In an attempt to create a single device that can image and treat tumors simultaneously, researchers at the University of Texas Southwestern Medical Center at Dallas have successfully melded magnetic iron nanoparticles, the anticancer drug doxorubicin, and a polymer tagged with a tumor-targeted molecule into a stable nanoparticle that accumulates inside human tumor cells. These nanoparticles are detected using magnetic resonance imaging (MRI) and release their drug payload only inside the acidic environment of a tumor cell.

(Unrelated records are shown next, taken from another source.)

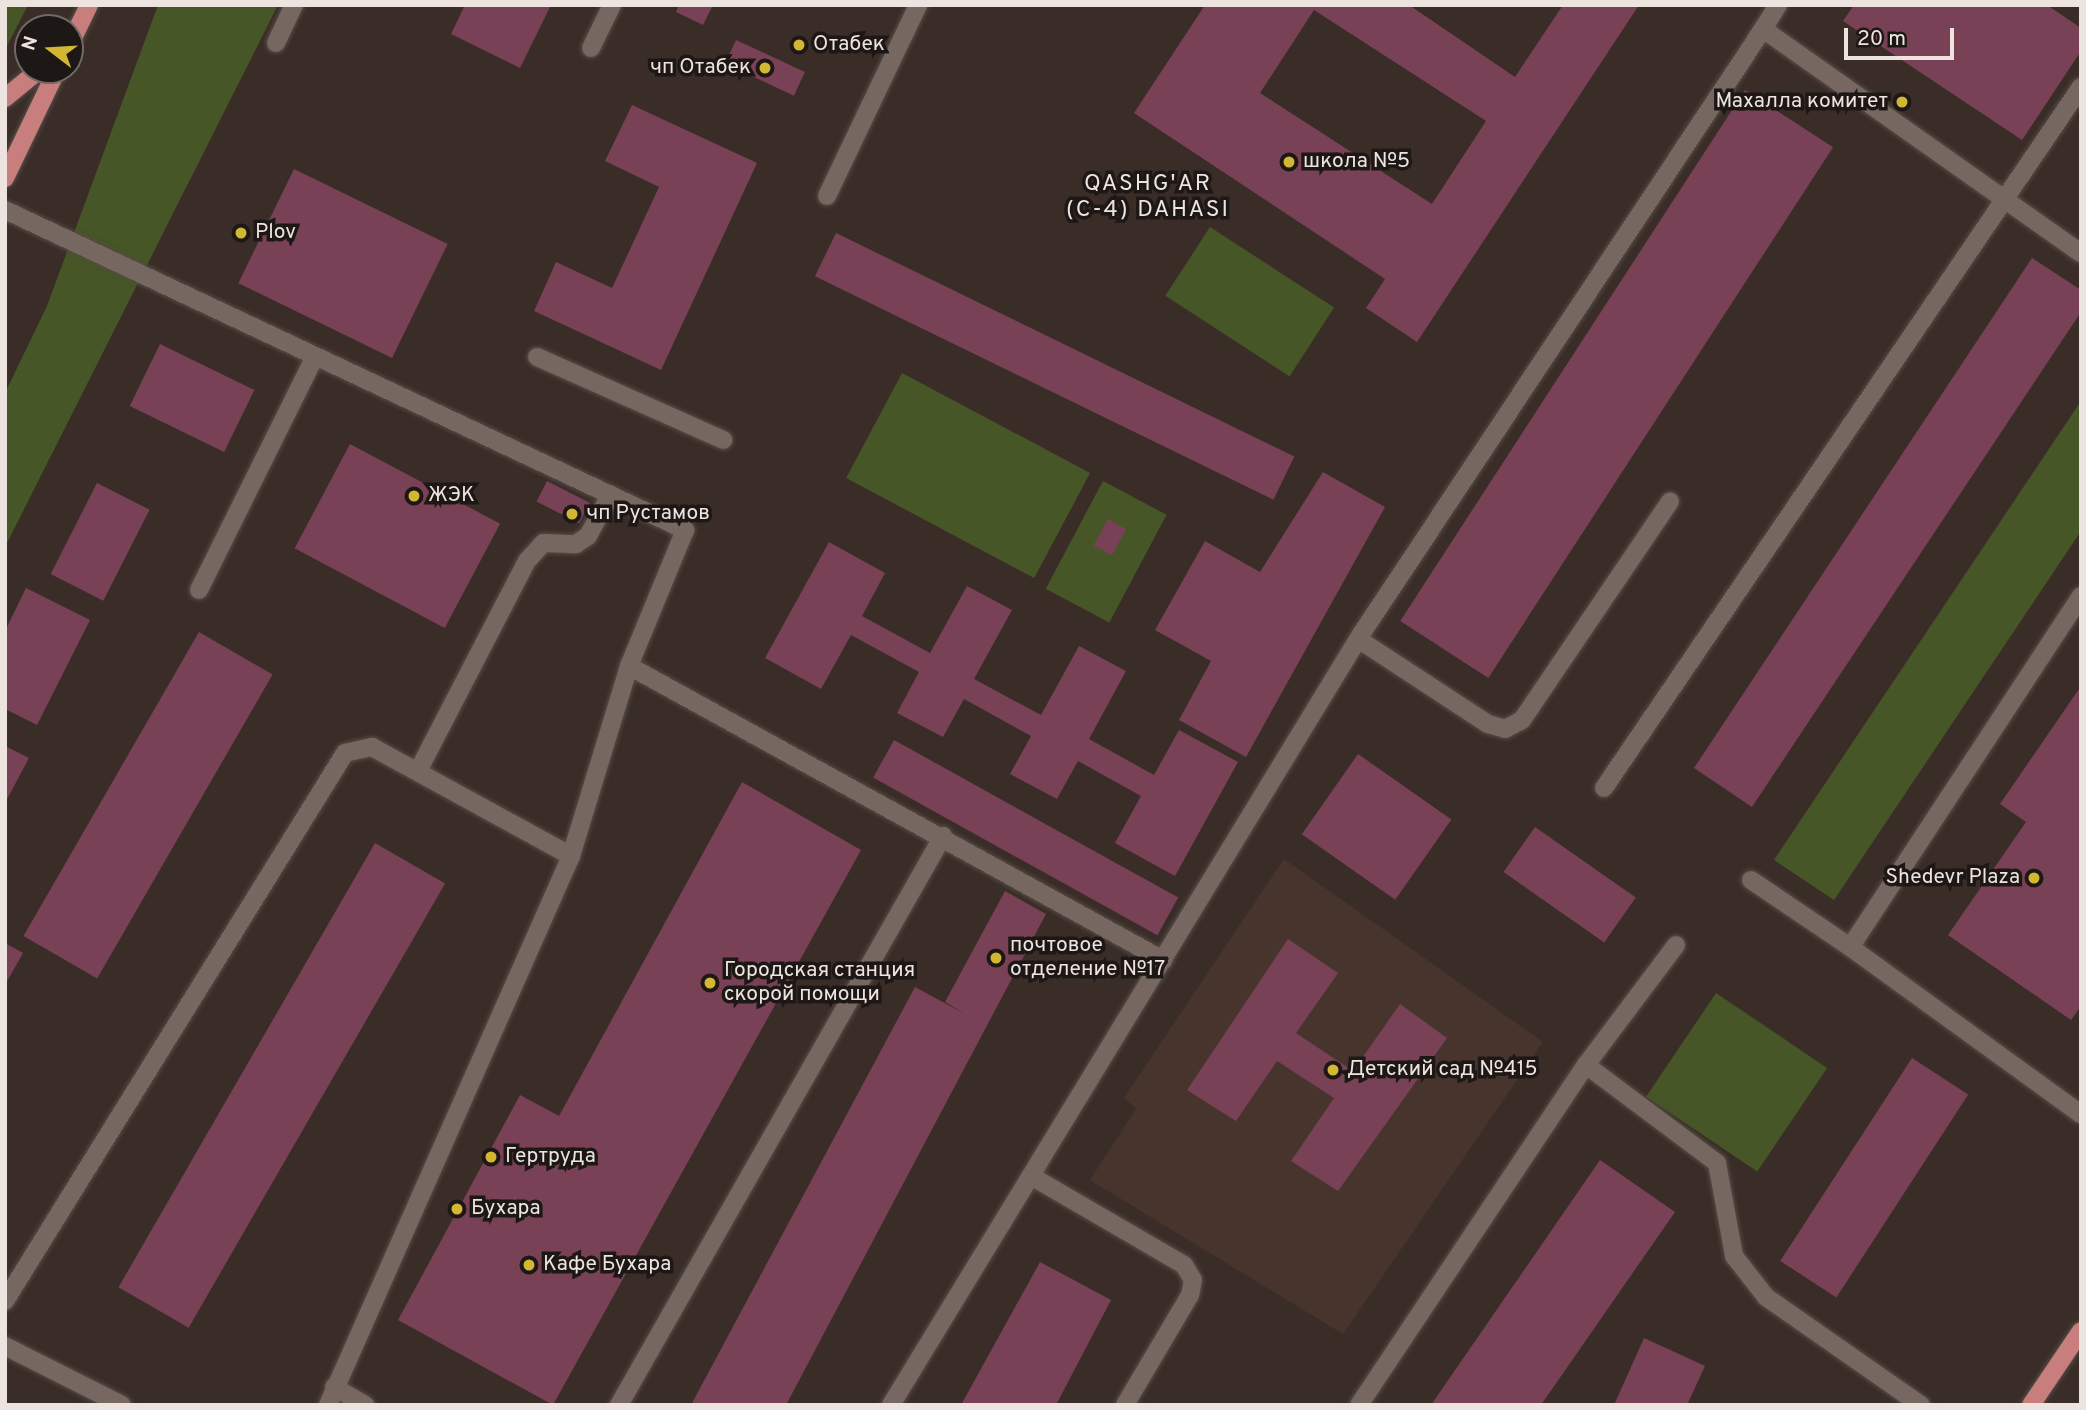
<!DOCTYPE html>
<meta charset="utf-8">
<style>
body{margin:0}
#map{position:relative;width:2086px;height:1410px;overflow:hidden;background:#3a2d28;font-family:Overpass,sans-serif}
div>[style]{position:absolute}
.built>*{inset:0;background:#47352d}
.green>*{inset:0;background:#465626;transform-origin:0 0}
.building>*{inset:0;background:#784156;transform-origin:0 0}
.roads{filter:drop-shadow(0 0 2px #564c46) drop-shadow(0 0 2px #564c46)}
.lane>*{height:18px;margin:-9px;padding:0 9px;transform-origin:9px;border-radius:9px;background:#766761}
.street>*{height:18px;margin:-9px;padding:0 9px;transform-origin:9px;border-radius:9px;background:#766761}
.primary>*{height:18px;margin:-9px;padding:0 9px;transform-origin:9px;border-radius:9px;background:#c87e7c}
.dots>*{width:19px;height:19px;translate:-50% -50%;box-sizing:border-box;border:4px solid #1d1715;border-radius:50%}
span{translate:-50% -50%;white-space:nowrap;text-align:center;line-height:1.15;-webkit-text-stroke:7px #1d1715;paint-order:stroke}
.poi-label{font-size:21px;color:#ede4e0}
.left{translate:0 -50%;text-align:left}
.right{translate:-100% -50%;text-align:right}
.neighbourhood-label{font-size:23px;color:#ede4e0;letter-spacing:2px}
.frame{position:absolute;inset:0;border:7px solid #ede4e0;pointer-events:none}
.north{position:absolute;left:14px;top:14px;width:70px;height:70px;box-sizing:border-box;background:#1d1715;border:2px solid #706966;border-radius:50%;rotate:287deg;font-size:19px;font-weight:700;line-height:28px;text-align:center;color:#ede4e0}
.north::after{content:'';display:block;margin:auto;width:24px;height:32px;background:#d4b635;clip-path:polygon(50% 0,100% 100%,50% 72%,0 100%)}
.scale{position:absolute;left:1844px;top:28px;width:110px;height:32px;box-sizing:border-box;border:4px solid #ede4e0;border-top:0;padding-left:9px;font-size:21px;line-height:24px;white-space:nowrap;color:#ede4e0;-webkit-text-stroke:5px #1d1715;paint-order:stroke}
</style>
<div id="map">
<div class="built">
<div style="clip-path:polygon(1284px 859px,1543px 1042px,1343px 1334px,1090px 1180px,1136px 1109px,1124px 1098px)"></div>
</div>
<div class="green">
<div style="clip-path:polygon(5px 5px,28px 5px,5px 50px)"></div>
<div style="clip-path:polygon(158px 5px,278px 5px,5px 547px,5px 393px,47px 306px)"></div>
<div style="left:1210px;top:227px;width:148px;height:82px;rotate:33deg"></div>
<div style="left:902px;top:373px;width:213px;height:119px;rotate:28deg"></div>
<div style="clip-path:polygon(2081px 401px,2081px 531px,1834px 900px,1774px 860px)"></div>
<div style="left:1103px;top:481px;width:72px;height:122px;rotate:28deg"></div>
<div style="left:1716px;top:993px;width:134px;height:125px;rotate:34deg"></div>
</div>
<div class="building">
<div style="clip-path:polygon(465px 5px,551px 5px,520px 68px,451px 34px)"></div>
<div style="clip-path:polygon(679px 5px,713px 5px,703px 25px,676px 12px)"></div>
<div style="clip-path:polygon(evenodd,1205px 5px,1409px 5px,1515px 77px,1563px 5px,1639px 5px,1417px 342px,1366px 308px,1385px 279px,1134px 113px,1205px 5px,1314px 10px,1486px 121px,1432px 204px,1260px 93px,1314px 10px)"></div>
<div style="clip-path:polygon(1854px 5px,2047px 5px,2081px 28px,2081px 51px,2022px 140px,1843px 21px)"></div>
<div style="left:736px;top:40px;width:76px;height:26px;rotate:25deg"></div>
<div style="left:1745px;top:90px;width:105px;height:633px;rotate:33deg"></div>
<div style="clip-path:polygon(632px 105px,757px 163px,661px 370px,534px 311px,556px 262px,612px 288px,659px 187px,605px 161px)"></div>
<div style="left:294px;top:169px;width:171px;height:127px;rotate:26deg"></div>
<div style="left:836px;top:233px;width:510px;height:48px;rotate:26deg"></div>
<div style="clip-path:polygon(2032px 258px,2081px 290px,2081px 312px,1752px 807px,1694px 768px)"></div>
<div style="left:160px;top:344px;width:105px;height:69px;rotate:26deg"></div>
<div style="left:350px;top:444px;width:170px;height:118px;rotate:28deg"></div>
<div style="clip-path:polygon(1323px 472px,1385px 507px,1246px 757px,1179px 720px,1211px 661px,1155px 630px,1205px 541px,1260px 572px)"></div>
<div style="left:547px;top:481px;width:48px;height:23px;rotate:27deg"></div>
<div style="left:97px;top:483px;width:59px;height:102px;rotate:27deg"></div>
<div style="left:1108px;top:519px;width:21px;height:30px;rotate:29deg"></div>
<div style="clip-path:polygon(829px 542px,885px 573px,862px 616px,930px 653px,967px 586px,1012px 610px,974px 679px,1041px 715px,1079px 646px,1126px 671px,1089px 739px,1154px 775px,1179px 730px,1238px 762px,1175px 876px,1115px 843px,1141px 796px,1078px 761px,1057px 799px,1010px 774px,1031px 736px,964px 699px,943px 737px,897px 713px,919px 672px,851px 635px,821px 689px,765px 658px)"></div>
<div style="clip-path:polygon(26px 588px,90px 620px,37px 725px,5px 709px,5px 631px)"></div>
<div style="left:199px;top:632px;width:85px;height:351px;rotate:30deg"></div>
<div style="clip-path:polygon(2081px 686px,2081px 1006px,2071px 1020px,1948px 935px,2026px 822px,2000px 804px)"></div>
<div style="left:894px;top:740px;width:325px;height:43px;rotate:29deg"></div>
<div style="clip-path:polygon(5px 746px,29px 758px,5px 803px)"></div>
<div style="left:1358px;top:754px;width:114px;height:98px;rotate:35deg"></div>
<div style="clip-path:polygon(742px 782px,861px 850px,553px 1405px,398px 1320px,520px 1095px,559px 1116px)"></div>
<div style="left:1535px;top:827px;width:123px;height:55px;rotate:35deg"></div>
<div style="left:375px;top:843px;width:81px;height:513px;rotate:30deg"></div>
<div style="clip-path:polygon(1005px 891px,1046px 914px,786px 1405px,691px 1405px,915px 987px,965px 1014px,945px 1002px)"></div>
<div style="clip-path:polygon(1288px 939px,1338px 973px,1296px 1033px,1353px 1071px,1400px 1004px,1447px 1038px,1338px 1191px,1291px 1161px,1334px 1098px,1277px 1061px,1236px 1121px,1187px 1090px)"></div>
<div style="clip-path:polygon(5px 943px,23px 953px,5px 985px)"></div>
<div style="left:1912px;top:1058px;width:67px;height:242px;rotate:33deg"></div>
<div style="clip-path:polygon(1600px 1160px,1675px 1212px,1541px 1405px,1431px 1405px)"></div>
<div style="clip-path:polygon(1040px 1262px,1111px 1300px,1056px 1405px,961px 1405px)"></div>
<div style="clip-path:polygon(1644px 1338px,1705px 1366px,1687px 1405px,1614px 1405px)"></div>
</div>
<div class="roads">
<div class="lane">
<div style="left:1763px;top:29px;width:28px;rotate:-58deg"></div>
<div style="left:276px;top:43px;width:42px;rotate:-64.7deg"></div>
<div style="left:591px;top:48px;width:48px;rotate:-64deg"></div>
<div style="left:827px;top:196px;width:212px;rotate:-64.5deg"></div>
<div style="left:537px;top:357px;width:204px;rotate:24deg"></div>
<div style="left:199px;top:590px;width:259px;rotate:-63.6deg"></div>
<div style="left:2081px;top:596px;width:420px;rotate:123.3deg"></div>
<div style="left:1850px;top:947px;width:285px;rotate:35.9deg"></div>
<div style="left:1358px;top:639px;width:155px;rotate:33.2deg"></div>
<div style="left:1488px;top:724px;width:18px;rotate:16deg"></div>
<div style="left:1505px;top:729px;width:19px;rotate:-28deg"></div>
<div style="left:1522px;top:720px;width:264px;rotate:-55.9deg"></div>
<div style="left:629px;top:666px;width:610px;rotate:28.84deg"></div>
<div style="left:418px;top:771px;width:237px;rotate:-62.6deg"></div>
<div style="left:527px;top:561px;width:24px;rotate:-48deg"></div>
<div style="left:543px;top:543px;width:33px;rotate:2deg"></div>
<div style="left:576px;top:544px;width:14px;rotate:-34deg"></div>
<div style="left:588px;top:536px;width:47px;rotate:-61.8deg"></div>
<div style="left:1604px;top:788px;width:848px;rotate:-55.77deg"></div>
<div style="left:1751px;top:880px;width:120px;rotate:34.1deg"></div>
<div style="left:1586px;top:1065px;width:150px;rotate:-53.1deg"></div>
<div style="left:1031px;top:1176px;width:177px;rotate:30.2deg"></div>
<div style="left:1184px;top:1265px;width:17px;rotate:59deg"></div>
<div style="left:1193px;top:1280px;width:15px;rotate:101deg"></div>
<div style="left:1190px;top:1295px;width:128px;rotate:120.6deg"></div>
<div style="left:5px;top:1301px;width:645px;rotate:-58.18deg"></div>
<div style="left:345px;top:753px;width:28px;rotate:-13deg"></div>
<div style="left:372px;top:747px;width:227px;rotate:28.7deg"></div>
<div style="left:5px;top:1346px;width:131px;rotate:26.8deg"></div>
<div style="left:334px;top:1387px;width:36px;rotate:30deg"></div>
<div style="left:328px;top:1405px;width:600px;rotate:-66.12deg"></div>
<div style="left:571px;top:856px;width:199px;rotate:-73deg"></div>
<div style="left:629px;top:666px;width:147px;rotate:-67.6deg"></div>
<div style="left:619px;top:1405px;width:655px;rotate:-60.34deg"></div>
<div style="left:891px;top:1405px;width:897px;rotate:-58.63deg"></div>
<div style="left:1358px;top:639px;width:732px;rotate:-56.42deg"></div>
<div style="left:1763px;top:29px;width:389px;rotate:35.2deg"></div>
<div style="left:1359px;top:1405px;width:409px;rotate:-56.3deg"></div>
<div style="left:1586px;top:1065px;width:164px;rotate:36.8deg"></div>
<div style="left:1717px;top:1163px;width:95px;rotate:79.6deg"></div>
<div style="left:1734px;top:1256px;width:52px;rotate:52deg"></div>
<div style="left:1766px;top:1297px;width:189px;rotate:34.9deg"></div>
</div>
<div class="street">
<div style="left:5px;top:210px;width:752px;rotate:25.2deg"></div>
</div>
<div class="primary">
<div style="left:70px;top:44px;width:43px;rotate:-64deg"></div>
<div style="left:5px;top:98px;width:44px;rotate:-39.5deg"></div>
<div style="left:5px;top:178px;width:120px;rotate:-64.3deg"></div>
<div style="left:2031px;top:1405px;width:89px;rotate:-56deg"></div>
</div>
</div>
<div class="dots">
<div style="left:799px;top:45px;background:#d4b635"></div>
<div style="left:765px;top:68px;background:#d4b635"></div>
<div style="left:1902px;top:102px;background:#d4b635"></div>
<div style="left:1289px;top:162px;background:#d4b635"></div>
<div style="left:241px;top:233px;background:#d4b635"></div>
<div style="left:414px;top:496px;background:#d4b635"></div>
<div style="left:572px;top:514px;background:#d4b635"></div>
<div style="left:2034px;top:878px;background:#d4b635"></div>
<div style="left:996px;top:958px;background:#d4b635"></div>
<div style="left:710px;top:983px;background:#d4b635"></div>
<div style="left:1333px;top:1070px;background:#d4b635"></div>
<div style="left:491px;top:1157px;background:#d4b635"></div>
<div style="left:457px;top:1209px;background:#d4b635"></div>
<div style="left:529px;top:1265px;background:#d4b635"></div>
</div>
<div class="poi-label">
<span class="left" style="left:813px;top:45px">Отабек</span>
<span class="right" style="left:751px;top:68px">чп Отабек</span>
<span class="right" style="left:1888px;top:102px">Махалла комитет</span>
<span class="left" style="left:1303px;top:162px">школа №5</span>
<span class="left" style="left:255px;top:233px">Plov</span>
<span class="left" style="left:428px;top:496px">ЖЭК</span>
<span class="left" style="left:586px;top:514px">чп Рустамов</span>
<span class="right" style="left:2020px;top:878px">Shedevr Plaza</span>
<span class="left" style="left:1010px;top:958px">почтовое<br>отделение №17</span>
<span class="left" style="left:724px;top:983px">Городская станция<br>скорой помощи</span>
<span class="left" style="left:1347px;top:1070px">Детский сад №415</span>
<span class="left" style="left:505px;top:1157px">Гертруда</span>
<span class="left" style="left:471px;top:1209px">Бухара</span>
<span class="left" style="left:543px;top:1265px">Кафе Бухара</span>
</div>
<div class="neighbourhood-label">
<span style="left:1148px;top:198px">QASHG'AR<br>(C-4) DAHASI</span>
</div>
<div class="frame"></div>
<div class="north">N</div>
<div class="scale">20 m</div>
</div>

Jinming Gao, Ph.D., and David Boothman, Ph.D., led the team of investigators that designed the biocompatible, multifunctional nanoparticles to target a protein known as ævß3, which is found on many tumor cells and on the blood vessels that develop around tumors. The researchers reported their findings in the journal Nano Letters.
The investigators formed the new nanoparticle by first combining 8-nanometer diameter iron oxide nanoparticles and doxorubicin with a polymer known as maleimide-terminated poly(ethylene glycol)-block-poly(d,l-lactide). When these nanoparticles self-assemble, the maleimide chemical group sits on the outside of the particle and provides an attachment point for a tumor-targeting molecule. In the current work, the investigators used a small protein known as cyclic-RGD, which binds tightly to the ævß3 protein and triggers a process that carries the attached nanoparticle into the cell. Once inside the cell, the particles act as potent MRI contrast agents that pinpoint the location of those cells.
An important distinction between tumor and normal cells is that the former are more acidic inside than the latter. Not coincidentally, the polymer that the researchers used to make their nanoparticle falls apart when subjected to such acidic conditions, releasing doxorubicin inside the cancer cell. Cytotoxicity studies showed that these multifunctional nanoparticles are highly toxic to tumor cells growing in culture. Currently, the researchers are testing the ability of these nanoparticles to locate and treat tumors in animal models of human cancer.
This work, which was supported by the National Cancer Institute, is detailed in a paper titled, “Multifunctional polymeric micelles as cancer-targeted, MRI-ultrasensitive drug delivery systems.” This paper was published online in advance of print publication. An abstract is available at the journal’s website.